---------- DATA FOR THIS TASK ----------
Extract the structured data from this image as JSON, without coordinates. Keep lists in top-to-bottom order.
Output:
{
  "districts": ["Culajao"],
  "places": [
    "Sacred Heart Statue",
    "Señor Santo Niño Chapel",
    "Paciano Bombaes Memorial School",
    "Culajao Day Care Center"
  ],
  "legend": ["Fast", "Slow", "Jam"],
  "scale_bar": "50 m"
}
----------
● **WHAT THE TASK REQUIRES**: The answer consists of every entry, returned exactly.

● **SOLUTION TO THIS EXERCISE**:
Extract the structured data from this image as JSON, without coordinates. Keep lists in top-to-bottom order.
Output:
{
  "districts": ["Culajao"],
  "places": [
    "Sacred Heart Statue",
    "Señor Santo Niño Chapel",
    "Paciano Bombaes Memorial School",
    "Culajao Day Care Center"
  ],
  "legend": ["Fast", "Slow", "Jam"],
  "scale_bar": "50 m"
}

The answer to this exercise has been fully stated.